Adam Clarke, an 18th Century Protestant scholar, demonstrates that the vowel-point system is actually a running commentary which was incorporated into the text itself.
In the General Preface of his biblical commentary published in 1810, Clarke writes:
“The Masorets were the most extensive Jewish commentators which that nation could ever boast. The system of punctuation, probably invented by them, is a continual gloss on the Law and the Prophets; their vowel points, and prosaic and metrical accents, &c., give every word to which they are affixed a peculiar kind of meaning, which in their simple state, multitudes of them can by no means bear. The vowel points alone add whole conjugations to the language. This system is one of the most artificial, particular, and extensive comments ever written on the Word of God; for there is not one word in the Bible that is not the subject of a particular gloss through its influence.”
Another early scholar who investigated this matter was Louis Cappel, who wrote during the early 17th century. An article in the 1948 edition of the Encyclopedia Britannica includes the following information regarding his research of the Masoretic Text:
“As a Hebrew scholar, he concluded that the vowel points and accents were not an original part of Hebrew, but were inserted by the Masorete Jews of Tiberias, not earlier then the 5th Century AD, and that the primitive Hebrew characters are Aramaic and were substituted for the more ancient at the time of the captivity. . . The various readings in the Old Testament Text and the differences between the ancient versions and the Masoretic Text convinced him that the integrity of the Hebrew text as held by Protestants, was untenable.”
Many Protestants love the Masoretic Text, believing it to be a trustworthy representation of the original Hebrew text of Scripture. Yet, at the same time, most Protestants reject Orthodox Church Tradition as being untrustworthy. They believe that the Church’s oral tradition could not possibly preserve Truth over a long period of time.

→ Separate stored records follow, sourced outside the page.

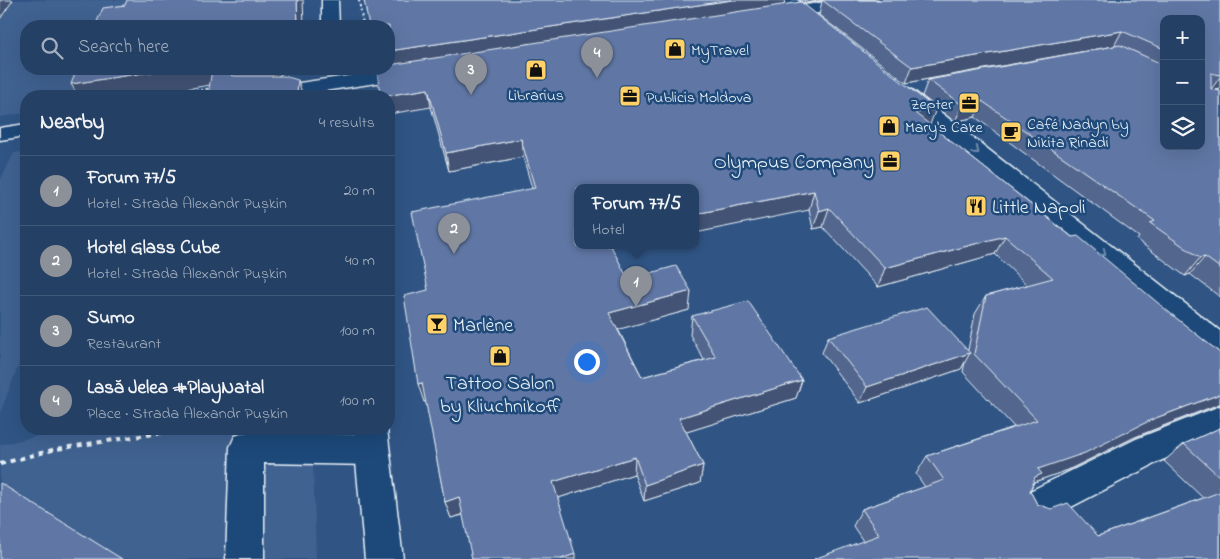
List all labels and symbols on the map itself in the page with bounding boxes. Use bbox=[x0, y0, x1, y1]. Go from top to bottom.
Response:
pin: 4 bbox=[581, 37, 613, 78]
shop icon: MyTravel bbox=[663, 37, 687, 61]
place label: MyTravel bbox=[691, 39, 749, 63]
pin: 3 bbox=[455, 54, 487, 95]
shop icon: Librarius bbox=[524, 58, 548, 82]
place label: Librarius bbox=[508, 84, 564, 108]
office icon: Publicis Moldova bbox=[618, 84, 642, 108]
place label: Publicis Moldova bbox=[646, 86, 751, 110]
office icon: Zepter bbox=[957, 91, 981, 115]
place label: Zepter bbox=[911, 93, 953, 117]
place label: Café Nadyn by Nikita Rinadi bbox=[1027, 113, 1129, 155]
shop icon: Mary's Cake bbox=[877, 114, 901, 138]
place label: Mary's Cake bbox=[905, 116, 983, 140]
cafe icon: Café Nadyn by Nikita Rinadi bbox=[999, 120, 1023, 144]
one-way arrow bbox=[970, 145, 979, 153]
place label: Olympus Company bbox=[714, 149, 874, 178]
office icon: Olympus Company bbox=[878, 149, 902, 173]
restaurant icon: Little Napoli bbox=[964, 194, 988, 218]
place label: Little Napoli bbox=[992, 194, 1086, 223]
pin: 2 bbox=[438, 213, 470, 254]
one-way arrow bbox=[1097, 247, 1106, 256]
pin: 1 bbox=[620, 266, 652, 307]
bar icon: Marlène bbox=[425, 312, 449, 336]
place label: Marlène bbox=[453, 312, 513, 341]
shop icon: Tattoo Salon by Kliuchnikoff bbox=[488, 344, 512, 368]
your location bbox=[574, 349, 600, 375]
place label: Tattoo Salon by Kliuchnikoff bbox=[440, 370, 561, 422]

Therefore, the vowel points of the Masoretic Text put Protestants in a precarious position. If they believe that the Masoretic vowels are not trustworthy, then they call the Masoretic Text itself into question. But if they believe that the Masoretic vowels are trustworthy, then they are forced to believe that the Jews successfully preserved the vowels of Scripture for thousands of years, through oral tradition alone, until the Masoretes finally invented the vowel points hundreds of years after Christ. Either conclusion is at odds with mainstream Protestant thought.
Either oral tradition can be trusted, or it can’t. If it can be trusted, then there is no reason to reject the Traditions of the Orthodox Church, which have been preserved for nearly 2000 years. But if traditions are always untrustworthy, then the Masoretic vowel points are also untrustworthy, and should be rejected.
Excluding Books of Scripture from the Old Testament
The Masoretic Text promotes a canon of the Old Testament which is significantly shorter than the canon represented by the Septuagint. Meanwhile, Orthodox Christians and Catholics have Bibles which incorporate the canon of the Septuagint. The books of Scripture found in the Septuagint, but not found in the Masoretic Text, are commonly called either the Deuterocanon or the anagignoskomena. While it is outside the scope of this article to perform an in-depth study of the canon of Scripture, a few points relevant to the Masoretic Text should be made here:
With the exception of two books, the Deuterocanon was originally written in Hebrew.
In three places, the Talmud explicitly refers to the book of Sirach as “Scripture”.
Jesus celebrated Hanukkah, a feast which originates in the book of 1 Maccabees, and nowhere else in the Old Testament.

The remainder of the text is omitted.